Problem to solve —
Write out again, exactly as they appear, the lines from the start of the data below through the line with "height:4px; margin-top:-2px; transform-origin:0;"; no pictures.
──────── Provided data ────────
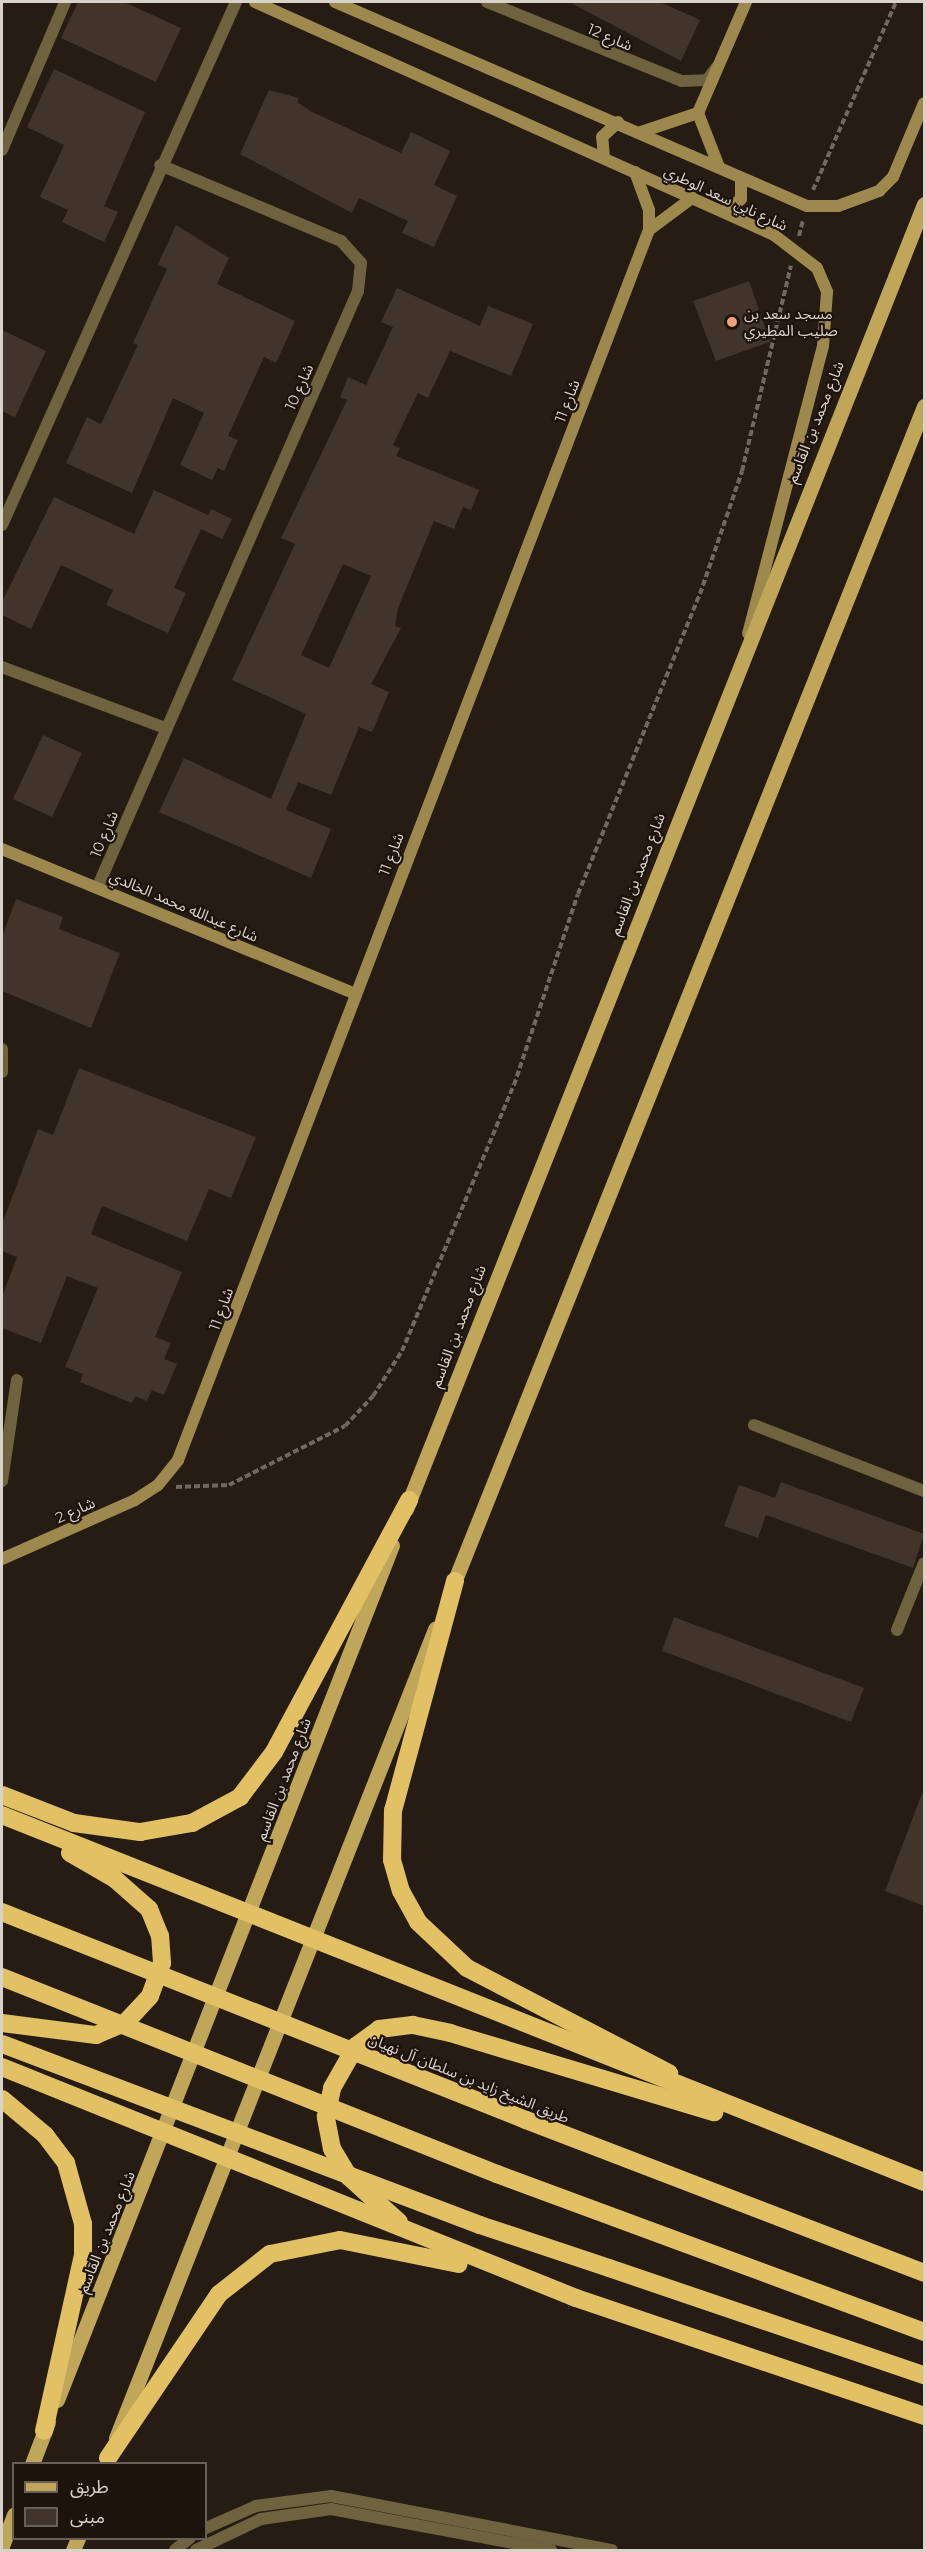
<!DOCTYPE html>
<html>
<head>
<meta charset="utf-8">
<style>
	body { margin:0 }
	#map { position:relative; width:926px; height:2552px; overflow:hidden; background:#271c13; font-family:Montserrat,"Noto Sans Arabic",sans-serif }
	div>[style] { position:absolute }
	.building>* { inset:0; background:#41342a }
	.path>* { height:4px; margin-top:-2px; transform-origin:0; background:repeating-linear-gradient(90deg,#726860 0 6px,transparent 0 9px) }
	.lane>* { height:12px; margin:-6px; padding:0 6px; transform-origin:6px; border-radius:6px; background:#6f623f }
	.street>* { height:12px; margin:-6px; padding:0 6px; transform-origin:6px; border-radius:6px; background:#6f623f }
	.secondary>* { height:12px; margin:-6px; padding:0 6px; transform-origin:6px; border-radius:6px; background:#9d884e }
	.primary>* { height:15px; margin:-7.5px; padding:0 7.5px; transform-origin:7.5px; border-radius:7.5px; background:#c0a659 }
	.highway>* { height:18px; margin:-9px; padding:0 9px; transform-origin:9px; border-radius:9px; background:#e1c163 }
	.highway-bridge>* { height:18px; margin:-9px; padding:0 9px; transform-origin:9px; border-radius:9px; background:#e1c163 }
	.dots>* { width:16px; height:16px; translate:-50% -50%; box-sizing:border-box; border:3px solid #1e130a; border-radius:50% }
	span { translate:-50% -50%; white-space:nowrap; text-align:center; line-height:1.15; -webkit-text-stroke:4.5px #1e130a; paint-order:stroke }
	.street-label { font-size:15px; color:#d9d2cb }
	.poi-label { font-size:15px; color:#d9d2cb }
	.left { translate:0 -50%; text-align:left }
	.frame { position:absolute; inset:0; border:3px solid #d9d2cb; pointer-events:none }
	.legend { position:absolute; left:12px; top:2462px; width:195px; height:78px; box-sizing:border-box; background:#1e130a; border:2px solid #695f57; margin:0; padding:8px 10px; list-style:none; font-size:18px; color:#d9d2cb }
	.legend li { display:flex; align-items:center; gap:12px; height:30px }
	.legend b { width:30px; border:2px solid #695f57 }
</style>
</head>
<body>
<div id="map">
	<div class="building">
		<div style="clip-path:polygon(78px 2px,124px 2px,181px 28px,156px 82px,61px 38px)"></div>
		<div style="clip-path:polygon(569px 2px,660px 2px,700px 20px,681px 61px)"></div>
		<div style="clip-path:polygon(54px 69px,145px 112px,104px 206px,118px 212px,104px 242px,62px 222px,68px 210px,40px 197px,64px 145px,27px 127px)"></div>
		<div style="clip-path:polygon(269px 90px,299px 98px,297px 102px,310px 111px,401px 153px,411px 132px,450px 151px,434px 185px,457px 196px,434px 247px,402px 233px,408px 221px,359px 198px,352px 213px,240px 154px)"></div>
		<div style="clip-path:polygon(176px 225px,229px 258px,217px 284px,295px 321px,276px 363px,264px 357px,228px 436px,238px 440px,224px 471px,218px 468px,212px 480px,180px 465px,204px 413px,173px 398px,132px 493px,66px 463px,87px 417px,101px 424px,138px 345px,133px 343px,167px 269px,158px 264px)"></div>
		<div style="clip-path:polygon(749px 281px,770px 342px,716px 361px,693px 301px)"></div>
		<div style="clip-path:polygon(evenodd,397px 288px,480px 326px,488px 306px,533px 324px,511px 376px,450px 351px,428px 398px,418px 393px,393px 445px,400px 448px,396px 456px,479px 490px,471px 510px,463px 507px,454px 529px,434px 521px,398px 608px,395px 626px,401px 628px,371px 684px,389px 692px,372px 732px,359px 727px,331px 795px,298px 782px,286px 810px,331px 829px,311px 878px,159px 812px,184px 758px,271px 799px,306px 714px,232px 680px,295px 544px,281px 538px,347px 400px,340px 397px,348px 377px,366px 385px,393px 327px,381px 322px,397px 288px,343px 564px,371px 576px,329px 668px,301px 655px,343px 564px)"></div>
		<div style="clip-path:polygon(2px 330px,46px 351px,15px 417px,2px 411px)"></div>
		<div style="clip-path:polygon(154px 490px,208px 515px,211px 509px,232px 519px,222px 539px,201px 529px,174px 588px,186px 593px,168px 633px,106px 605px,113px 590px,61px 565px,31px 629px,2px 615px,2px 602px,54px 497px,134px 534px)"></div>
		<div style="clip-path:polygon(43px 735px,82px 753px,52px 817px,13px 799px)"></div>
		<div style="clip-path:polygon(16px 899px,63px 917px,59px 929px,120px 953px,91px 1028px,2px 991px,2px 937px)"></div>
		<div style="clip-path:polygon(79px 1068px,256px 1137px,231px 1198px,209px 1189px,187px 1241px,102px 1206px,91px 1234px,182px 1272px,155px 1337px,171px 1343px,164px 1359px,177px 1364px,164px 1395px,152px 1390px,147px 1401px,135px 1396px,132px 1403px,80px 1382px,83px 1374px,65px 1367px,98px 1288px,67px 1276px,41px 1343px,2px 1328px,2px 1297px,17px 1257px,2px 1251px,2px 1224px,38px 1129px,53px 1135px)"></div>
		<div style="clip-path:polygon(781px 1482px,924px 1534px,913px 1568px,766px 1515px,758px 1538px,724px 1526px,739px 1485px,775px 1498px)"></div>
		<div style="clip-path:polygon(674px 1617px,864px 1688px,851px 1722px,662px 1651px)"></div>
		<div style="clip-path:polygon(923px 1791px,924px 1791px,924px 1906px,885px 1891px)"></div>
	</div>
	<div class="path">
		<div style="left:813px;top:190px;width:206px;rotate:-66.2deg"></div>
		<div style="left:799px;top:236px;width:16px;rotate:-76deg"></div>
		<div style="left:176px;top:1487px;width:53px;rotate:-2.2deg"></div>
		<div style="left:229px;top:1485px;width:130px;rotate:-27deg"></div>
		<div style="left:345px;top:1426px;width:41px;rotate:-47deg"></div>
		<div style="left:373px;top:1396px;width:54px;rotate:-57.2deg"></div>
		<div style="left:402px;top:1351px;width:289px;rotate:-67.2deg"></div>
		<div style="left:514px;top:1085px;width:201px;rotate:-71.5deg"></div>
		<div style="left:578px;top:894px;width:324px;rotate:-67.9deg"></div>
		<div style="left:700px;top:594px;width:130px;rotate:-71.1deg"></div>
		<div style="left:742px;top:471px;width:211px;rotate:-76.6deg"></div>
	</div>
	<div class="lane">
		<div style="left:754px;top:1425px;width:182px;rotate:21.2deg"></div>
		<div style="left:2px;top:1481px;width:102px;rotate:-81.6deg"></div>
		<div style="left:897px;top:1630px;width:72px;rotate:-68.1deg"></div>
	</div>
	<div class="street">
		<div style="left:487px;top:2px;width:210px;rotate:22.1deg"></div>
		<div style="left:682px;top:81px;width:25px;rotate:-2deg"></div>
		<div style="left:707px;top:80px;width:15px;rotate:-53deg"></div>
		<div style="left:2px;top:150px;width:161px;rotate:-66.9deg"></div>
		<div style="left:2px;top:525px;width:573px;rotate:-65.9deg"></div>
		<div style="left:2px;top:667px;width:174px;rotate:20.5deg"></div>
		<div style="left:98px;top:886px;width:649px;rotate:-66.4deg"></div>
		<div style="left:358px;top:291px;width:28px;rotate:-84deg"></div>
		<div style="left:361px;top:263px;width:30px;rotate:-132deg"></div>
		<div style="left:341px;top:241px;width:196px;rotate:-157.2deg"></div>
		<div style="left:2px;top:1049px;width:23px;rotate:90deg"></div>
		<div style="left:206px;top:2528px;width:55px;rotate:-23.7deg"></div>
		<div style="left:256px;top:2506px;width:76px;rotate:-7.6deg"></div>
		<div style="left:331px;top:2496px;width:286px;rotate:10.9deg"></div>
		<div style="left:175px;top:2550px;width:19px;rotate:-39deg"></div>
		<div style="left:196px;top:2550px;width:72px;rotate:-25.5deg"></div>
		<div style="left:261px;top:2519px;width:71px;rotate:-8.1deg"></div>
		<div style="left:331px;top:2509px;width:224px;rotate:10.6deg"></div>
	</div>
	<div class="secondary">
		<div style="left:255px;top:2px;width:569px;rotate:24.18deg"></div>
		<div style="left:774px;top:235px;width:54px;rotate:37.5deg"></div>
		<div style="left:817px;top:268px;width:26px;rotate:67deg"></div>
		<div style="left:827px;top:292px;width:54px;rotate:94.2deg"></div>
		<div style="left:823px;top:346px;width:297px;rotate:104.6deg"></div>
		<div style="left:335px;top:2px;width:514px;rotate:23.37deg"></div>
		<div style="left:807px;top:206px;width:31px"></div>
		<div style="left:838px;top:206px;width:44px;rotate:-20.1deg"></div>
		<div style="left:879px;top:191px;width:20px;rotate:-45deg"></div>
		<div style="left:893px;top:177px;width:80px;rotate:-67.3deg"></div>
		<div style="left:641px;top:132px;width:60px;rotate:-18.4deg"></div>
		<div style="left:604px;top:158px;width:21px;rotate:-95deg"></div>
		<div style="left:602px;top:137px;width:22px;rotate:-43deg"></div>
		<div style="left:719px;top:167px;width:58px;rotate:-111.3deg"></div>
		<div style="left:698px;top:113px;width:121px;rotate:-66.6deg"></div>
		<div style="left:635px;top:172px;width:40px;rotate:69.8deg"></div>
		<div style="left:649px;top:210px;width:20px;rotate:90deg"></div>
		<div style="left:724px;top:212px;width:21px;rotate:-37deg"></div>
		<div style="left:741px;top:199px;width:21px;rotate:-90deg"></div>
		<div style="left:2px;top:849px;width:379px;rotate:22.3deg"></div>
		<div style="left:2px;top:1559px;width:145px;rotate:-23.9deg"></div>
		<div style="left:135px;top:1500px;width:27px;rotate:-33deg"></div>
		<div style="left:158px;top:1485px;width:32px;rotate:-51deg"></div>
		<div style="left:178px;top:1460px;width:1317px;rotate:-69.05deg"></div>
		<div style="left:649px;top:230px;width:54px;rotate:-36.7deg"></div>
	</div>
	<div class="primary">
		<div style="left:406px;top:1509px;width:1404px;rotate:-68.35deg"></div>
		<div style="left:451px;top:1590px;width:1275px;rotate:-68.22deg"></div>
		<div style="left:57px;top:2400px;width:918px;rotate:-68.6deg"></div>
		<div style="left:116px;top:2438px;width:870px;rotate:-68.48deg"></div>
		<div style="left:32px;top:2464px;width:45px;rotate:-69.1deg"></div>
		<div style="left:2px;top:2546px;width:34px;rotate:-69deg"></div>
		<div style="left:73px;top:2550px;width:13px;rotate:-67deg"></div>
	</div>
	<div class="highway">
		<div style="left:455px;top:1581px;width:237px;rotate:105.1deg"></div>
		<div style="left:393px;top:1810px;width:50px;rotate:91.1deg"></div>
		<div style="left:392px;top:1860px;width:32px;rotate:74deg"></div>
		<div style="left:401px;top:1891px;width:35px;rotate:61deg"></div>
		<div style="left:418px;top:1922px;width:67px;rotate:43.2deg"></div>
		<div style="left:467px;top:1968px;width:228px;rotate:27.5deg"></div>
		<div style="left:2px;top:1795px;width:77px;rotate:21.3deg"></div>
		<div style="left:74px;top:1823px;width:67px;rotate:7.8deg"></div>
		<div style="left:140px;top:1832px;width:53px;rotate:-9.8deg"></div>
		<div style="left:192px;top:1823px;width:55px;rotate:-28.4deg"></div>
		<div style="left:240px;top:1797px;width:56px;rotate:-52.9deg"></div>
		<div style="left:274px;top:1752px;width:286px;rotate:-61.8deg"></div>
		<div style="left:2px;top:1815px;width:992px;rotate:21.7deg"></div>
		<div style="left:2px;top:2023px;width:95px;rotate:7.3deg"></div>
		<div style="left:96px;top:2035px;width:33px;rotate:-23deg"></div>
		<div style="left:126px;top:2022px;width:35px;rotate:-47deg"></div>
		<div style="left:150px;top:1996px;width:35px;rotate:-70deg"></div>
		<div style="left:162px;top:1963px;width:27px;rotate:-94deg"></div>
		<div style="left:160px;top:1936px;width:29px;rotate:-112deg"></div>
		<div style="left:149px;top:1909px;width:45px;rotate:-138.6deg"></div>
		<div style="left:115px;top:1879px;width:52px;rotate:-150deg"></div>
		<div style="left:2px;top:2067px;width:619px;rotate:21.92deg"></div>
		<div style="left:576px;top:2298px;width:367px;rotate:18.7deg"></div>
		<div style="left:2px;top:2099px;width:56px;rotate:39.9deg"></div>
		<div style="left:45px;top:2135px;width:35px;rotate:53deg"></div>
		<div style="left:66px;top:2163px;width:63px;rotate:74.4deg"></div>
		<div style="left:83px;top:2224px;width:31px;rotate:90deg"></div>
		<div style="left:83px;top:2255px;width:180px;rotate:102.5deg"></div>
		<div style="left:526px;top:2120px;width:426px;rotate:21deg"></div>
		<div style="left:497px;top:2174px;width:455px;rotate:20.3deg"></div>
		<div style="left:399px;top:2222px;width:67px;rotate:-138deg"></div>
		<div style="left:349px;top:2177px;width:33px;rotate:-121deg"></div>
		<div style="left:332px;top:2149px;width:33px;rotate:-101deg"></div>
		<div style="left:326px;top:2117px;width:30px;rotate:-78deg"></div>
		<div style="left:332px;top:2088px;width:48px;rotate:-60.3deg"></div>
		<div style="left:356px;top:2046px;width:29px;rotate:-36deg"></div>
		<div style="left:379px;top:2029px;width:34px;rotate:-7deg"></div>
		<div style="left:413px;top:2025px;width:38px;rotate:12deg"></div>
		<div style="left:450px;top:2033px;width:276px;rotate:16.7deg"></div>
		<div style="left:609px;top:2268px;width:333px;rotate:18.8deg"></div>
		<div style="left:108px;top:2458px;width:198px;rotate:-55.9deg"></div>
		<div style="left:219px;top:2294px;width:65px;rotate:-38.1deg"></div>
		<div style="left:270px;top:2254px;width:71px;rotate:-11.3deg"></div>
		<div style="left:340px;top:2240px;width:121px;rotate:11.4deg"></div>
	</div>
	<div class="highway-bridge">
		<div style="left:2px;top:1912px;width:564px;rotate:21.65deg"></div>
		<div style="left:2px;top:1977px;width:533px;rotate:21.7deg"></div>
		<div style="left:2px;top:2044px;width:511px;rotate:20.74deg"></div>
		<div style="left:480px;top:2225px;width:136px;rotate:18.4deg"></div>
	</div>
	<div class="dots">
		<div style="left:732px;top:322px;background:#efa377"></div>
	</div>
	<div class="street-label">
		<span style="left:610px;top:37px;rotate:23deg">شارع 12</span>
		<span style="left:726px;top:198px;rotate:25deg">شارع نابي سعد الوطري</span>
		<span style="left:299px;top:387px;rotate:-66deg">شارع 10</span>
		<span style="left:567px;top:401px;rotate:-69deg">شارع 11</span>
		<span style="left:815px;top:422px;rotate:-68deg">شارع محمد بن القاسم</span>
		<span style="left:104px;top:834px;rotate:-67deg">شارع 10</span>
		<span style="left:391px;top:854px;rotate:-69deg">شارع 11</span>
		<span style="left:637px;top:874px;rotate:-69deg">شارع محمد بن القاسم</span>
		<span style="left:184px;top:906px;rotate:23deg">شارع عبدالله محمد الخالدي</span>
		<span style="left:221px;top:1309px;rotate:-70deg">شارع 11</span>
		<span style="left:458px;top:1326px;rotate:-69deg">شارع محمد بن القاسم</span>
		<span style="left:75px;top:1510px;rotate:-24deg">شارع 2</span>
		<span style="left:283px;top:1779px;rotate:-69deg">شارع محمد بن القاسم</span>
		<span style="left:469px;top:2078px;rotate:22deg">طريق الشيخ زايد بن سلطان آل نهيان</span>
		<span style="left:106px;top:2232px;rotate:-68deg">شارع محمد بن القاسم</span>
	</div>
	<div class="poi-label">
		<span class="left" style="left:744px;top:322px">مسجد سعد بن<br>صليب المطيري</span>
	</div>
	<div class="frame"></div>
	<ul class="legend">
	<li><b style="height:8px;background:#c0a659"></b>طريق</li>
	<li><b style="height:16px;background:#41342a"></b>مبنى</li>
	</ul>
</div>
</body>
</html>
────────
Output —
<!DOCTYPE html>
<html>
<head>
<meta charset="utf-8">
<style>
	body { margin:0 }
	#map { position:relative; width:926px; height:2552px; overflow:hidden; background:#271c13; font-family:Montserrat,"Noto Sans Arabic",sans-serif }
	div>[style] { position:absolute }
	.building>* { inset:0; background:#41342a }
	.path>* { height:4px; margin-top:-2px; transform-origin:0; background:repeating-linear-gradient(90deg,#726860 0 6px,transparent 0 9px) }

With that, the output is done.